Saturday 14 February 2015

When it's hard to imagine

As I've looked back at the past 6 weeks since the new year turned, I think about the "label" that I gave 2015.  Imagine. 

But I have to admit.  It's been hard to "imagine" these past 6 weeks.  Its been hard to think past the walls of my mind.  I've been struggling.  To get rid of the blackness.  To be rid of the winter and ice that clings to the walls of my heart.  And each day that passes, it gets more and more difficult to try to imagine.

There ARE light days.  There are days when the sun is able to peak in.  But many days its dark.  Many days the difficulties get the best of me.  Many days, the old nature takes over and I lie in the darkness thinking "I cannot imagine in this darkness. I cannot open my eyes to what might be." 

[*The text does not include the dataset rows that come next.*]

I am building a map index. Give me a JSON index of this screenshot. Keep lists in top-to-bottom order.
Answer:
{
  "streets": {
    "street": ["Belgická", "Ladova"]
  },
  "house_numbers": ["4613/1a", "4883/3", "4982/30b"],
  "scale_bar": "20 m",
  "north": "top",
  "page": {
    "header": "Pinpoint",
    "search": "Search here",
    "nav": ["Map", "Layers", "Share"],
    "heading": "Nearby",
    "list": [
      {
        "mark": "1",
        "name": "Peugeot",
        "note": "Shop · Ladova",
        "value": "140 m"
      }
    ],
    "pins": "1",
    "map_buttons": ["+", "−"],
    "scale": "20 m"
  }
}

Imagining can be difficult.  You see imagining means opening my heart to the possibilities.  And opening my heart risks being hurt.  Imagining means opening my mind to other things.  And I am scared.  I am scared of becoming vulnerable and finding myself in a darker spot than the past.  I am scared of allowing myself to feel. . . to hope. . . to imagine.

But it's when I hang on to the those old dark places, that the imagining gets crushed down.  The darkness that surrounds my thoughts make it hard to imagine.  But what is imagining?  Is it holding on to something tangible?  No.  It's thinking about something that isn't.  It's hoping for something that you can't yet see.  Imagining CAN be done in the dark.  Imagining CAN be done when my heart is in a dark place.  I just have to imagine.  I just have to push away the darkness even for a minute and open my mind to the possibilities.  I just have to open the door, just a crack to let the sun start to peak in.  To let it warm the dark spots. Let it warm the icy grip that the past has on my heart and to let it start to warm even the smallest spots. 

And the days when the darkness isn't so overwhelming? Allow the sun to illuminate the joys that life brings.  Let it begin to warm my heart into a glowing ember of joy.  Of thanksgiving.  and imagine all the things that could be.

I can imagine in the dark.  And I can put my hope in the LIGHT!